Search term "from": copy each line of the data containing it.

===== Listed records

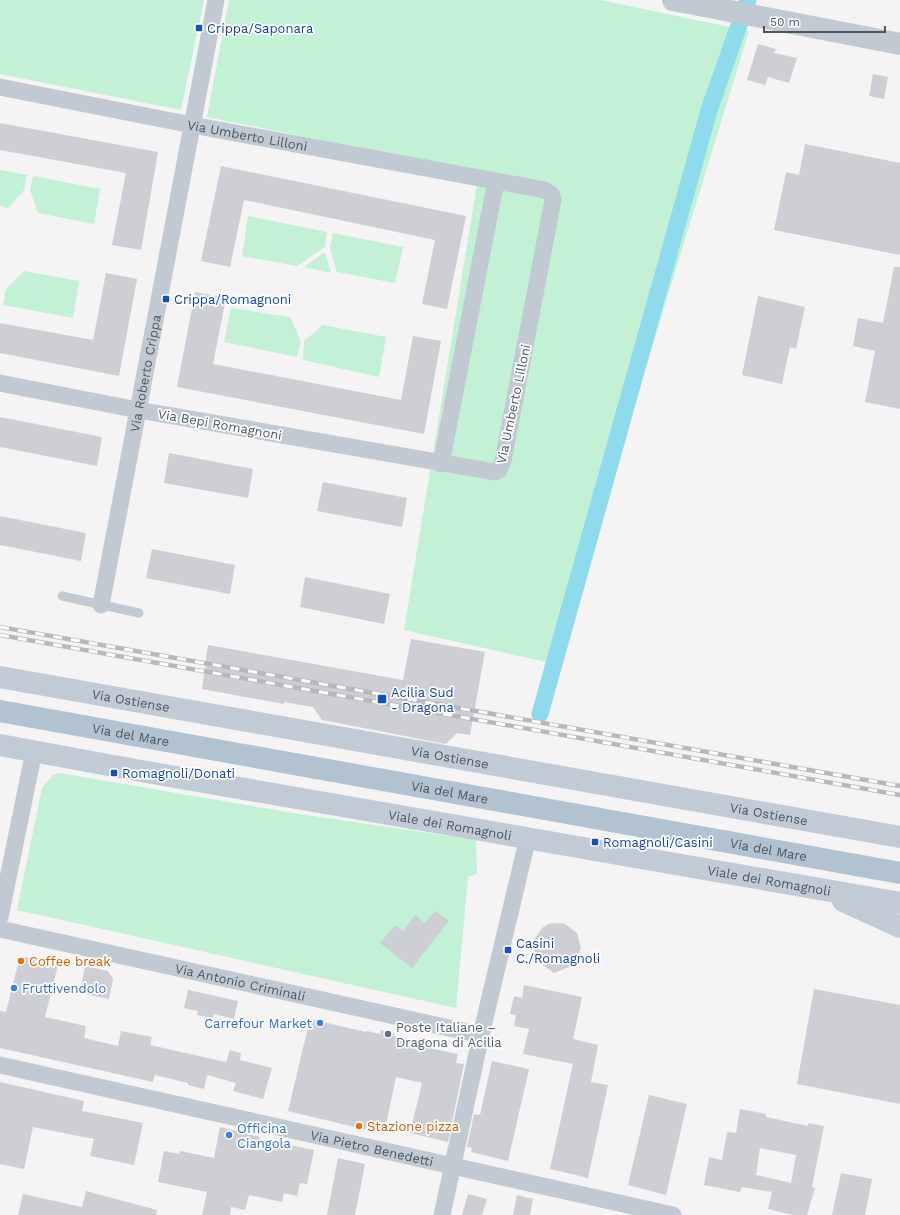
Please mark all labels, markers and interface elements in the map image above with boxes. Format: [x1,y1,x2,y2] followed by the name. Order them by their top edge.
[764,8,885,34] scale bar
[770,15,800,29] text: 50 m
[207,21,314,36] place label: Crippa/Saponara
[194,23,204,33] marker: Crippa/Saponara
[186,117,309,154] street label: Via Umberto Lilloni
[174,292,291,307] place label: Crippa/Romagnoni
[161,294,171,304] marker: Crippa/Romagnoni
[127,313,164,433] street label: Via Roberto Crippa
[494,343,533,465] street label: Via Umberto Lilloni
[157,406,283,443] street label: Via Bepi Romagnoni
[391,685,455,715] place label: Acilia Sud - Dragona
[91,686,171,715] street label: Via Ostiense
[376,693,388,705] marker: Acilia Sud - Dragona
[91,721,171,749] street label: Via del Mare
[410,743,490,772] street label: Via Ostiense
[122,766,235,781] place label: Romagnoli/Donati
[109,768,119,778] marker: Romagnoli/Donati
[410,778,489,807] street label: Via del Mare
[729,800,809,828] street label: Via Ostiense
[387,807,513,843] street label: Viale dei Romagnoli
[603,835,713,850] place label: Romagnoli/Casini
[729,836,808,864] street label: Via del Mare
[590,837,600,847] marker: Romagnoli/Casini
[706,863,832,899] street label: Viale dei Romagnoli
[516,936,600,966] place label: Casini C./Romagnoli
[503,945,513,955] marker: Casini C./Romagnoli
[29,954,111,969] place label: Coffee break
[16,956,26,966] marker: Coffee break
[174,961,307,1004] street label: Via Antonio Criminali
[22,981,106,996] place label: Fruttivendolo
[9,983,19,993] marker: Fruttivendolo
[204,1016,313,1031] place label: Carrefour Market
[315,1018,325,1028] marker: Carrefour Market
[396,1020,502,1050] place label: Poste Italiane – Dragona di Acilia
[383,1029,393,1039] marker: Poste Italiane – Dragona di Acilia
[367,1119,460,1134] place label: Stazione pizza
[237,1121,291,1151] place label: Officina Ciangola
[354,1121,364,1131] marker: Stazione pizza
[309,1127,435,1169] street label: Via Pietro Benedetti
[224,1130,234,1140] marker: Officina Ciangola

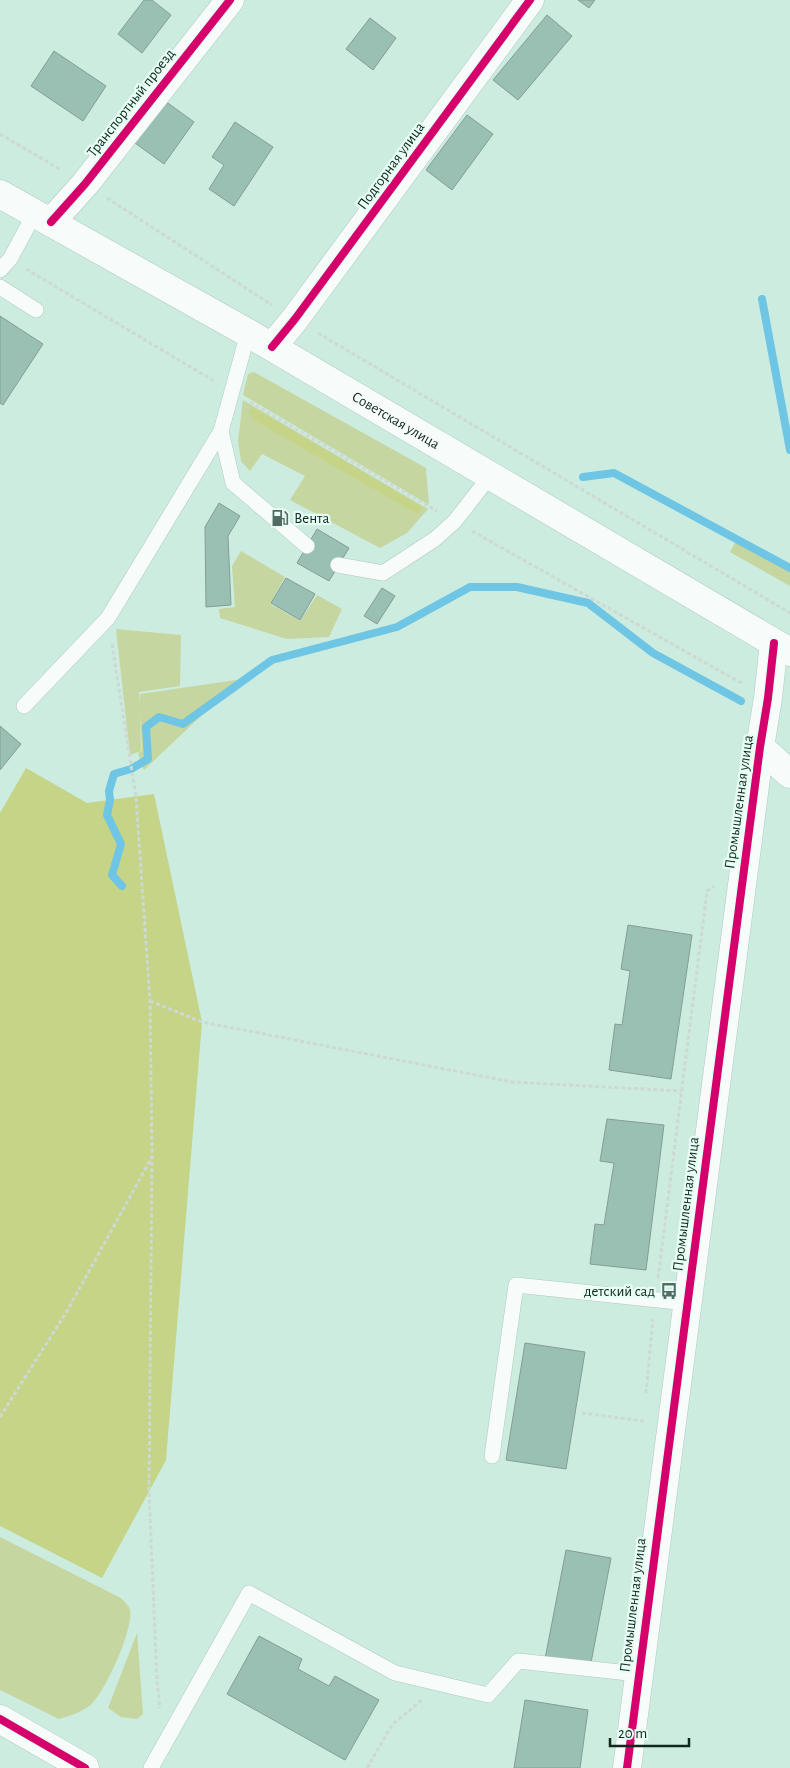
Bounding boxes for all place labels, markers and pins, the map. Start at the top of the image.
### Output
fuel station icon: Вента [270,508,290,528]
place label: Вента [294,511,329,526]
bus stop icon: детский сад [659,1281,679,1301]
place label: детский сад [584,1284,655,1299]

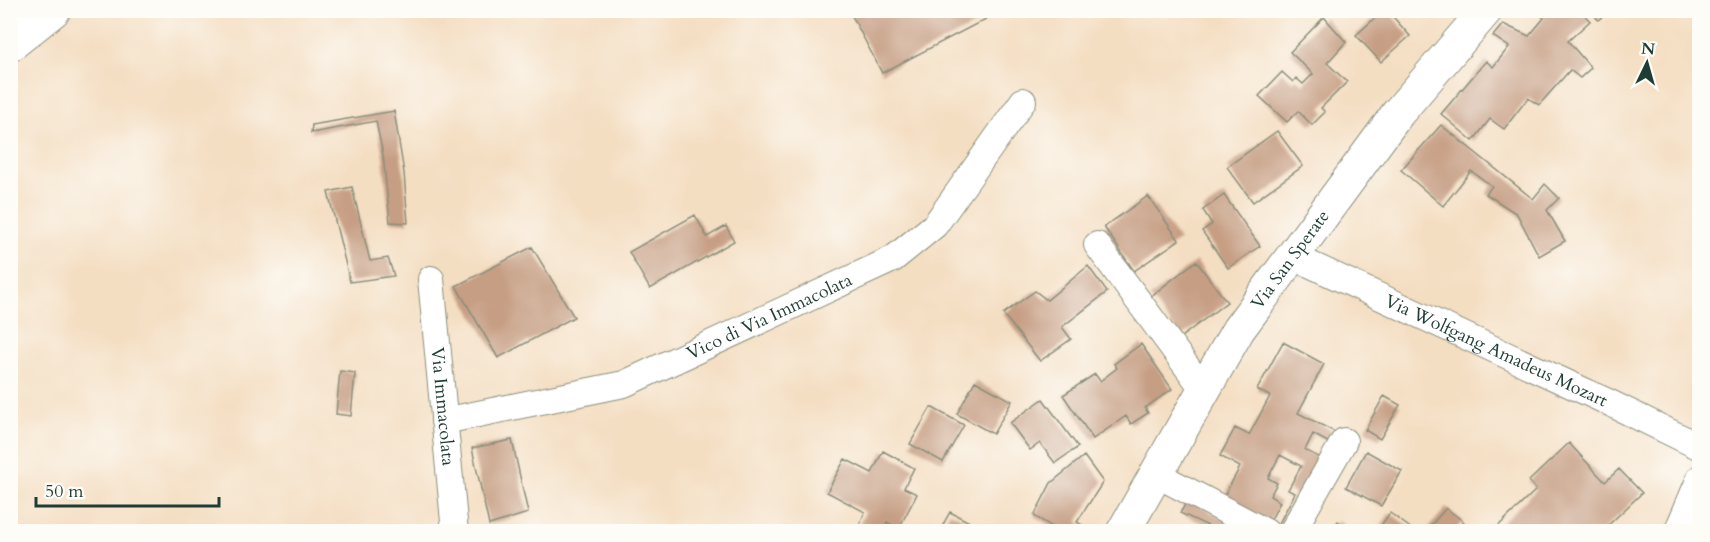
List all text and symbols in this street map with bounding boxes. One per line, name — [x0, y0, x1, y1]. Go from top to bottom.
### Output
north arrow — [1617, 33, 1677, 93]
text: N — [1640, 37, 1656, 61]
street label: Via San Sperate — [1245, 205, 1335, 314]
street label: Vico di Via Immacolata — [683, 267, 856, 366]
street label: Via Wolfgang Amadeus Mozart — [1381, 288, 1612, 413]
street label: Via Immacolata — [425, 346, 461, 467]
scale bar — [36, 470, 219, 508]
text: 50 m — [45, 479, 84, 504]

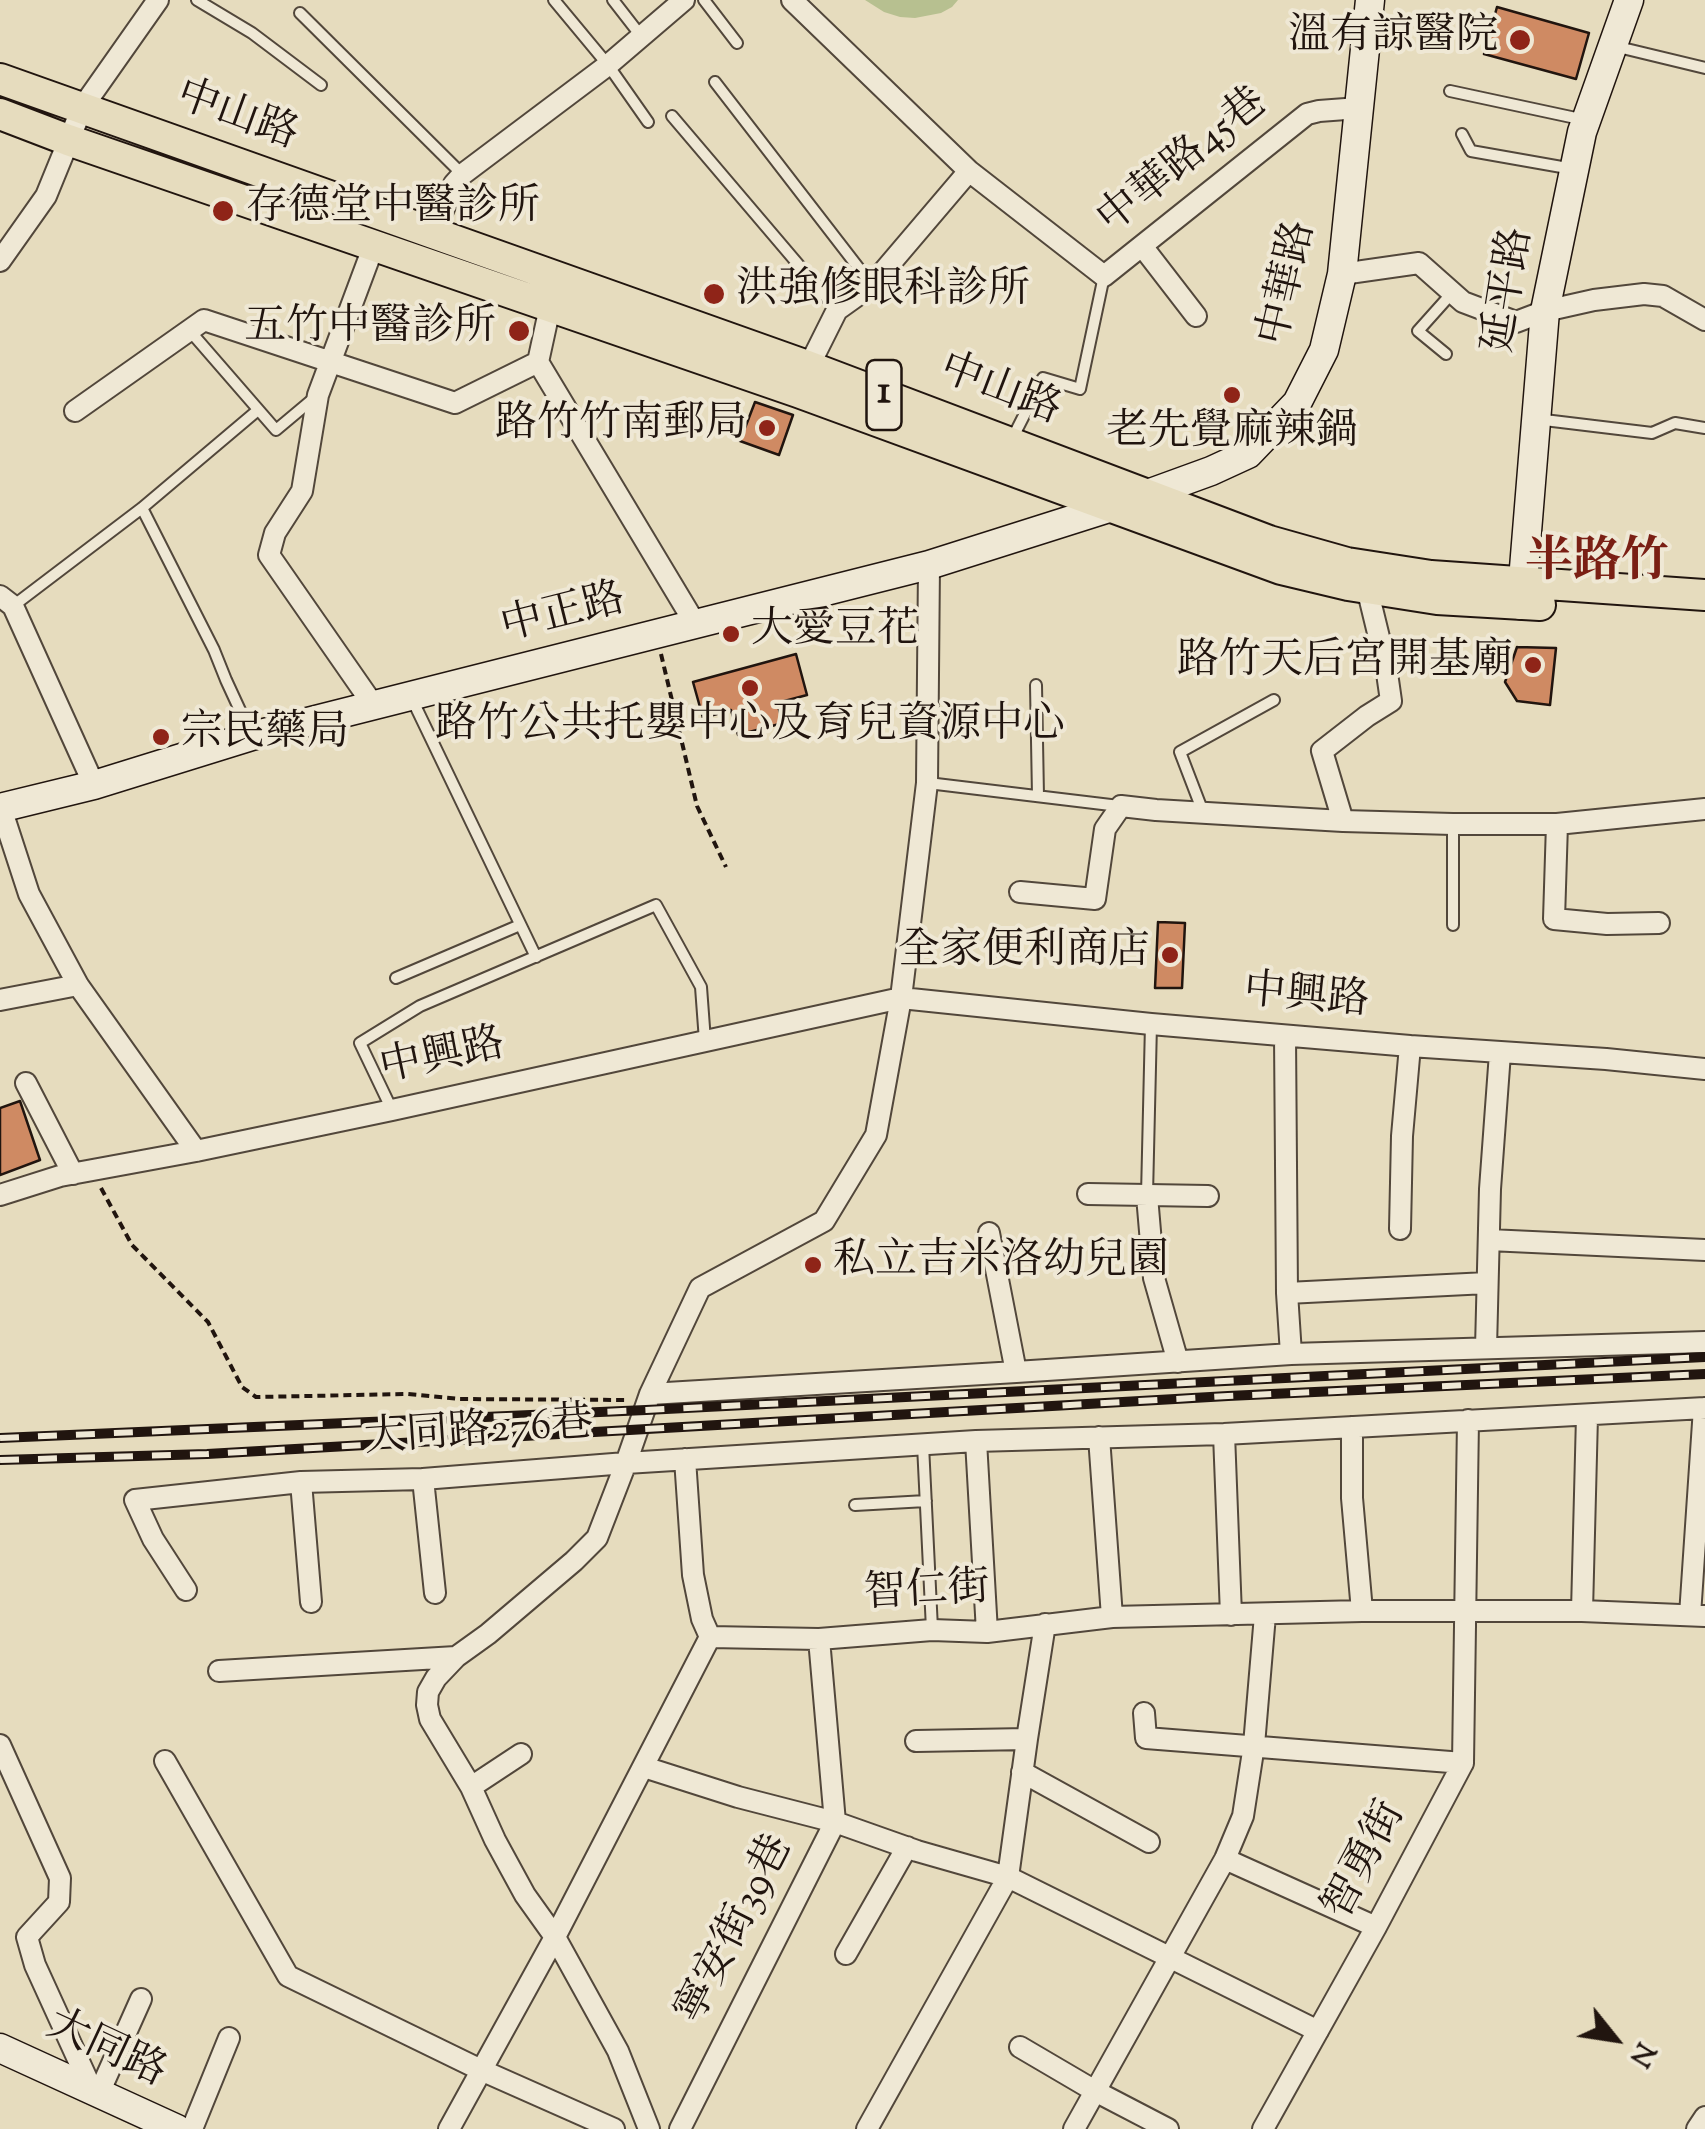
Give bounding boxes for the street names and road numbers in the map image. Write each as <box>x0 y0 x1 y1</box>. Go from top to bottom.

==========

Result below:
List all text and symbols in this street map with bounding boxes. One per line, name — [x0, y0, x1, y1]. Go from top to bottom.
Give bounding boxes for the street names and road numbers in the map image. Write each as <box>x0 y0 x1 y1</box>. Go from top to bottom.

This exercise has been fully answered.